In TM people practice impromptu speaking skills. Great for interviews, and on the job calls to give a short speech or contribution to a discussion.
People have a chance to practice presentation and public speaking skills. They have a chance to practice critical thinking and communication. They have a chance to evaluate—give feedback to people,a chance to receive feedback. They have a chance to meet people and talk to people they’ve never met. They have a chance to lead. To manage. They have great chances to practice many of the skills both Daniel Pink and Dan Erwin recommend.
But TM isn’t the only place that offers great chances to improve communication skills. There are a number of Harvard Business Review Clubs that run around Seoul. These are great places for people to practice their reading, critical thinking, and communication skills in both Korean and English. As well, an opportunity to practice leading discussions, meeting management, etc.
There is a great club, I’m not sure the name (I’ll know on Wednesday), that meets each Sunday between 8-10am in Yeouido. They are a great club with many different people who attend, both Korean and foreign.
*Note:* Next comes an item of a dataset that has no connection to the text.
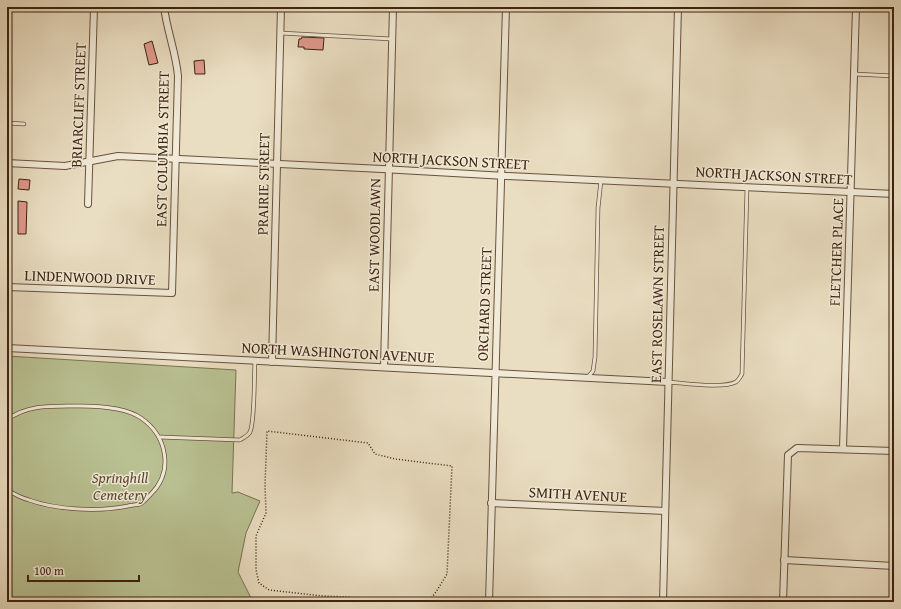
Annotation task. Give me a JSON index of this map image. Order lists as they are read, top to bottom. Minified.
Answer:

Dan Erwin closes his brief article (www.danerwin.com) with the following quote: He says,
“Individuals who lack these competencies [that I mentioned] are going to be at a significant disadvantage in today’s free-flowing, volatile organizations. …so how are you going to go about this task [of improving your skills]”
How are you going to improve your skills?
Finally, Anthony Robbins that big-jawed self-help guru says,
“The way we communicate with others and with ourselves ultimately determines the quality of our lives”
I have to say that I agree with him. Smart man.